Salut, je m’appelle Veronica et j’ai 21 ans. Il y a trois ans, j’ai eu la conversation suivante avec mon psychothérapeute :

— Je ne sais pas comment arrêter de trop manger ! Je n’arrive pas à perdre du poids. Le matin je fais une course de marathonien, mais le soir, j’ouvre le frigo, et tous mes efforts tombent à l’eau.

— Aucun marathon ne t’aidera, tant que tu ne t’éloigneras pas de l’origine de tes problèmes : tes parents.

En exclusivité pour Sympa, j’ai écrit l’histoire de mes relations avec une famille toxique dans l’espoir que cela aidera les parents à voir ce qui se passe à la maison d’un angle différent et protégera leurs enfants des problèmes et des maladies dont j’ai souffert. Au moins, ça leur donnera une idée de comment s’en sortir, s’il est impossible de remédier à la situation.

Le divorce et le nom de jeune fille

Le début de cette histoire triste est très banal : cinq ans de mariage malheureux pour ma mère, qu’elle a passé en cris et larmes la tête enfouie dans l’oreiller. Du moins, c’est ce que m’a raconté ma grand-mère, parce que l’enfant de trois ans que j’étais, n’était pas capable d’évaluer toute l’ampleur du drame qui se déroulait.

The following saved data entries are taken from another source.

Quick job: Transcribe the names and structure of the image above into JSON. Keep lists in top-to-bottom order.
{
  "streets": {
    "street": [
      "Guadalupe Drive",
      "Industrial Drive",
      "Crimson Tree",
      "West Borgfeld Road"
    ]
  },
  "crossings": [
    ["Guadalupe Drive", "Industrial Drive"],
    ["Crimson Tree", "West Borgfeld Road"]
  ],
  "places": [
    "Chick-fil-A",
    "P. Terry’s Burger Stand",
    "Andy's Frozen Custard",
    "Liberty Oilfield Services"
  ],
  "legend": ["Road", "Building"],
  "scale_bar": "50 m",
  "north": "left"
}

Le divorce de mes parents, une ou deux années de recherches actives de ma mère, et me voici à cinq ans, prête à appeler un monsieur inconnu “papa”. En fait, ce n’était pas si compliqué, sachant que je n’ai pas vraiment connu mon propre père. Vous savez, comment se déroule la phase de “lune de miel” dans les relations ? Les amoureux jouissent de la compagnie de l’autre, l’homme fait tout pour gâter sa bien-aimée, c’est l’amour et l’harmonie qui règnent. Et puis soudainement, c’est la routine qui débarque : ce qui paraissait être mignon chez la personne, commence à vous énerver très fort.

C’est comme ça que s’est déroulée ma relation avec mon beau-père. Sauf que la période de l’amour et des câlins n’a duré que six ans.

L’image idéale

Les parents peuvent être toxiques de différentes manières. Certains n’arrêtent pas de se plaindre de leurs problèmes aux enfants, d’autres préfèrent les humilier en public. Moi, j’ai eu “de la chance” : mon beau-père était une personne compliquée, il avait tout un bouquet de caprices.

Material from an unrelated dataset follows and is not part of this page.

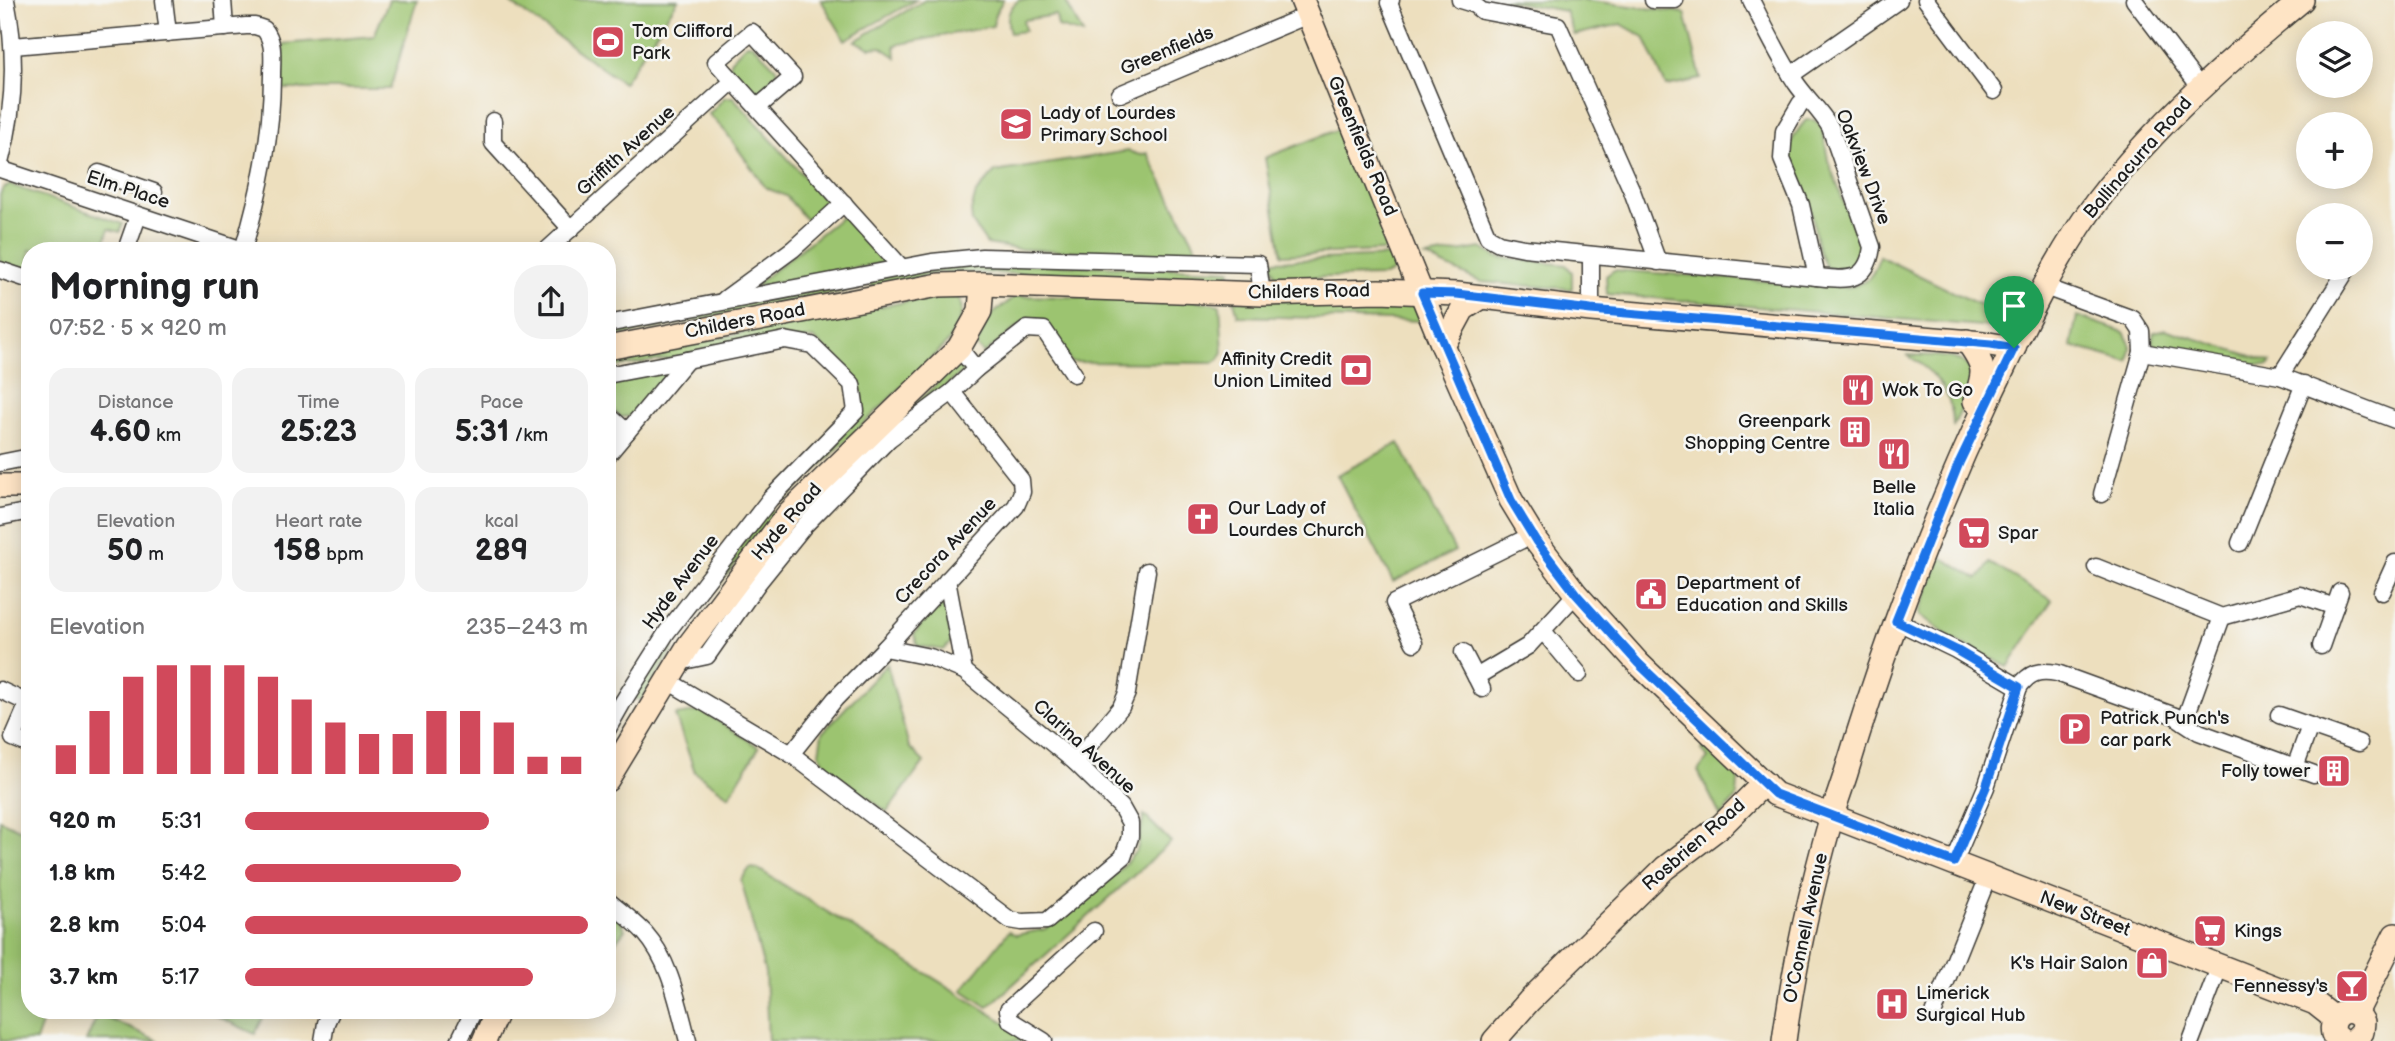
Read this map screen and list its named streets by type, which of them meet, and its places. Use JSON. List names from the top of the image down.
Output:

La vie aurait été meilleure, si tout se limitait à des réprimandes pour ne pas avoir fait la vaisselle ou à se faire mettre au coin pour avoir eu une mauvaise note. Mais ce n’était pas le cas. J’étais une enfant “trésor”, une fille parfaite dont on peut se vanter devant ses amis : “Notre Veronica a gagné une compétition” ou bien “Ma fille a obtenu le énième prix pour un concours de chant”. Et ma phrase préférée était : “Sur notre bulletin scolaire, il n’y a pas une seule note inférieure à 9 sur 10” (dans mon école, ils évaluaient sur 10 points).

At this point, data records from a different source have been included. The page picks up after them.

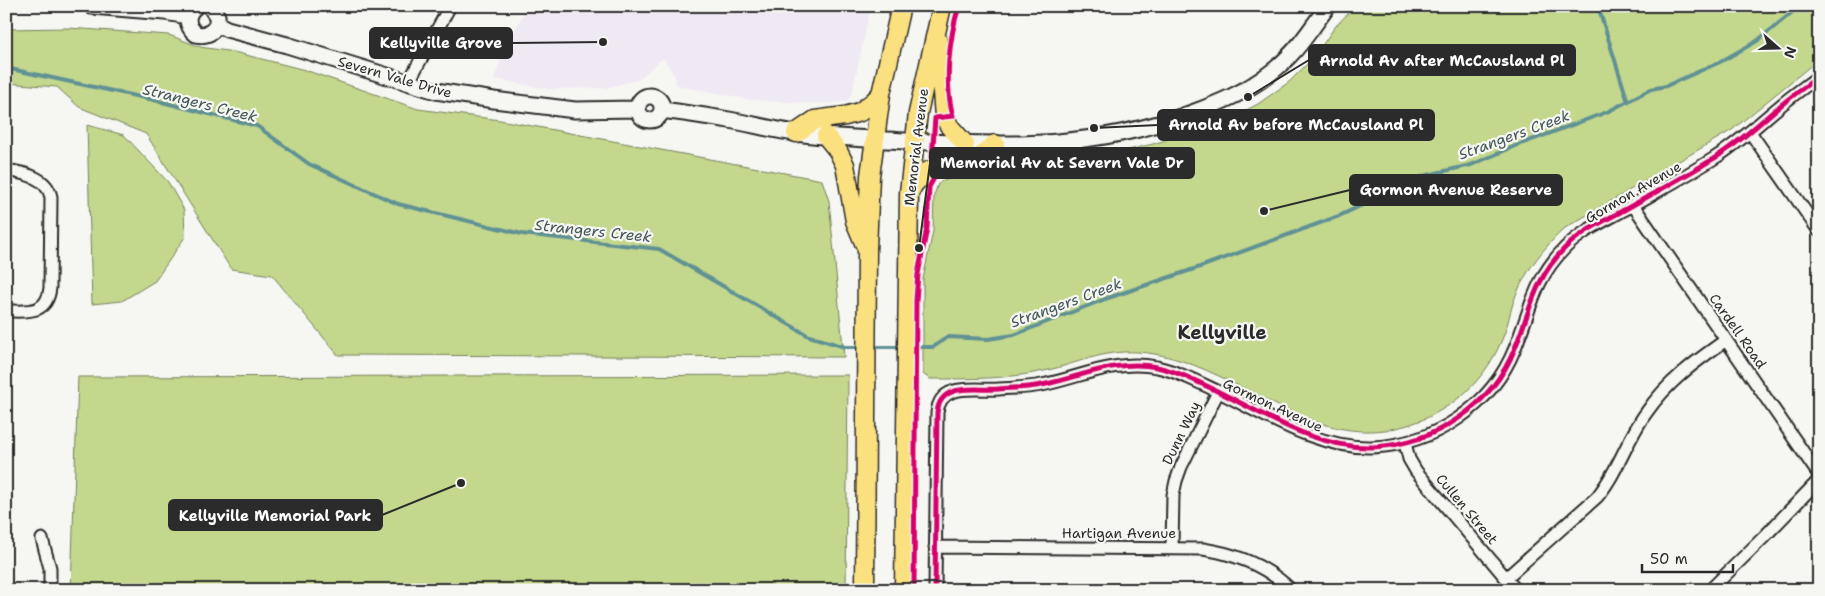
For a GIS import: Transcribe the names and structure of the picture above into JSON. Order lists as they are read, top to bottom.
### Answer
{
  "streets": {
    "main road": ["Memorial Avenue"],
    "street": [
      "Severn Vale Drive",
      "Gormon Avenue",
      "Cardell Road",
      "Dunn Way",
      "Cullen Street",
      "Hartigan Avenue"
    ]
  },
  "crossings": [
    ["Gormon Avenue", "Cardell Road"],
    ["Gormon Avenue", "Dunn Way"],
    ["Gormon Avenue", "Cullen Street"],
    ["Gormon Avenue", "Hartigan Avenue"],
    ["Dunn Way", "Hartigan Avenue"]
  ],
  "districts": ["Kellyville"],
  "water": ["Strangers Creek"],
  "places": [
    "Kellyville Grove",
    "Arnold Av after McCausland Pl",
    "Arnold Av before McCausland Pl",
    "Gormon Avenue Reserve",
    "Memorial Av at Severn Vale Dr",
    "Kellyville Memorial Park"
  ],
  "scale_bar": "50 m",
  "north": "right"
}
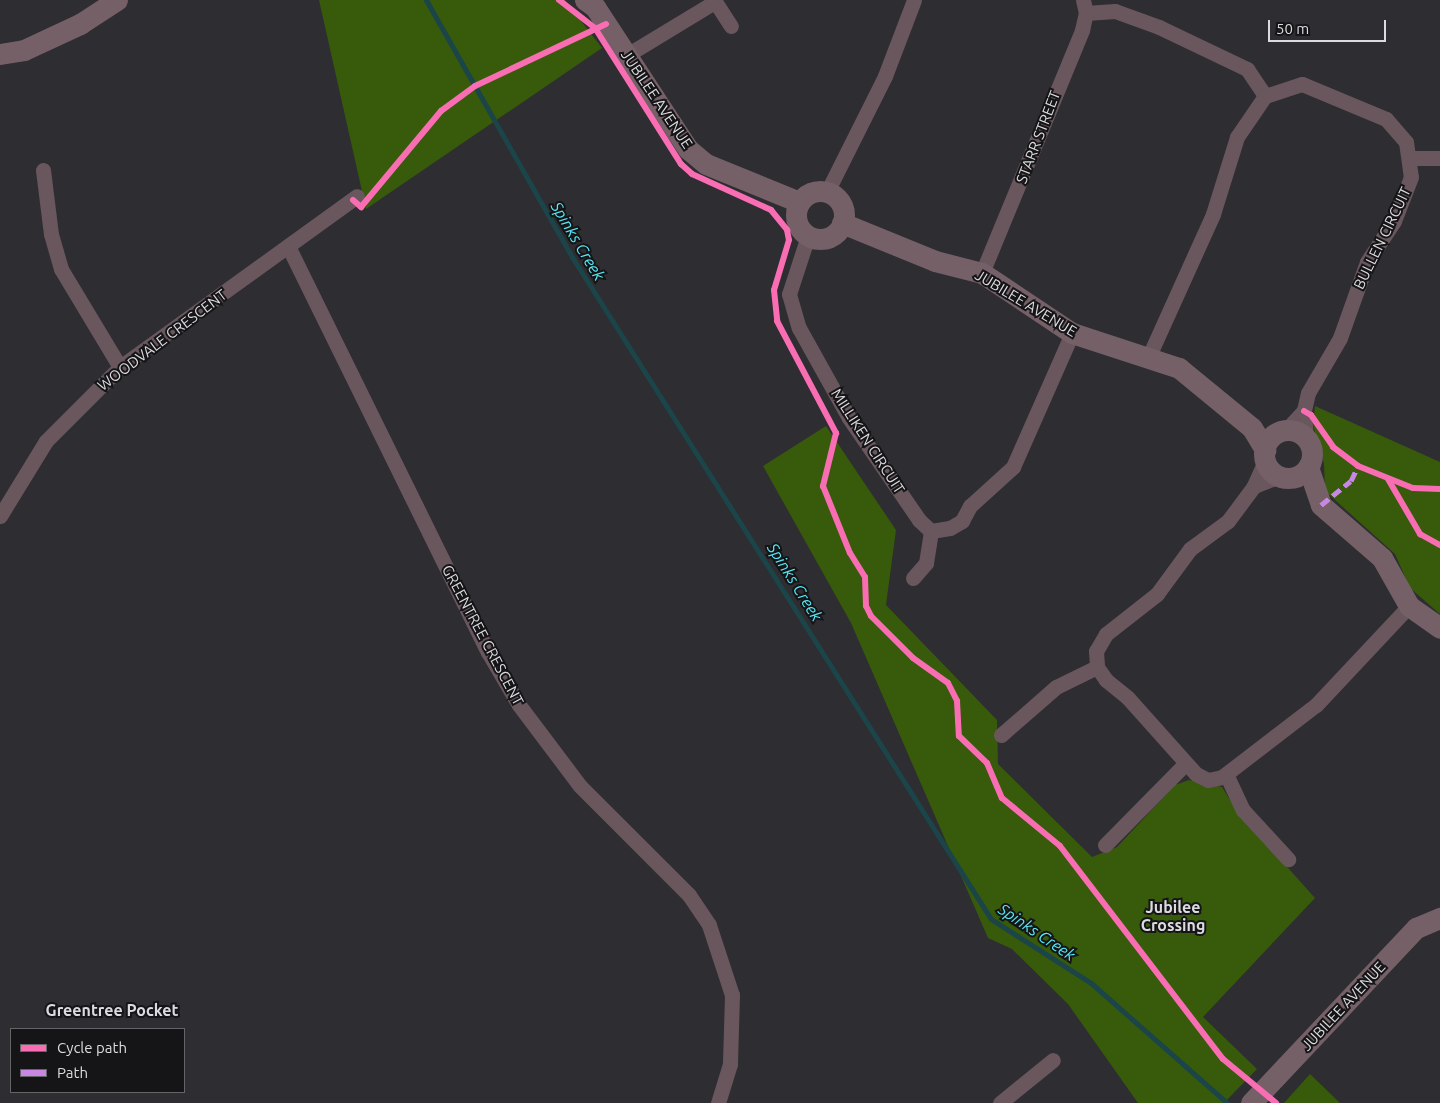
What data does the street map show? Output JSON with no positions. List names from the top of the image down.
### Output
{
  "streets": {
    "street": [
      "JUBILEE AVENUE",
      "STARR STREET",
      "BULLEN CIRCUIT",
      "WOODVALE CRESCENT",
      "MILLIKEN CIRCUIT",
      "GREENTREE CRESCENT"
    ]
  },
  "crossings": [
    ["JUBILEE AVENUE", "STARR STREET"],
    ["JUBILEE AVENUE", "BULLEN CIRCUIT"],
    ["JUBILEE AVENUE", "MILLIKEN CIRCUIT"],
    ["WOODVALE CRESCENT", "GREENTREE CRESCENT"]
  ],
  "districts": ["Jubilee Crossing", "Greentree Pocket"],
  "water": ["Spinks Creek"],
  "legend": ["Cycle path", "Path"],
  "scale_bar": "50 m"
}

“La fille-trésor” était câlinée par tous les amis de papa. Elle attirait tous les regards admirateurs des collègues de maman et devait ensuite retourner dans sa chambre. Il peut sembler que je dramatise mes problèmes. Ce n’est rien qu’on te force à bien étudier, tous les enfants vivent cette situation. Comme on dit, un parent ferait tout pour l’enfant et son avenir. Mais, ma situation état un peu plus compliquée : mon beau-père aimait me remettre dans le droit chemin, en utilisant ses poings. Je me souviens, où je faisais mes devoirs avec un bras disloqué. Tout ça, parce que quelques jours plus tôt, j’ai eu un 7 sur 10 sur un de mes tests. Que faisait ma mère dans tout ça ? Eh bien, ça lui était égal...

Au fait, nous ne faisions jamais de scènes en public. Nous vivions comme dans un film parfait : une belle famille idéale, comme celles sur la couverture d’un catalogue de meubles ou une boîte de céréales. Ces visages au sourire artificiel supposés exprimer l’harmonie et la prospérité.

“Tu es grosse, maigris !”

À part les notes et ce dont je vais parler plus tard, il y avait beaucoup d’autres problèmes subtiles, comme par exemple, le contrôle total, les manipulations et les cris incessants. Il me comparait toujours avec sa propre fille, plus jeune que moi. Mais le plus dur, étaient les humiliations.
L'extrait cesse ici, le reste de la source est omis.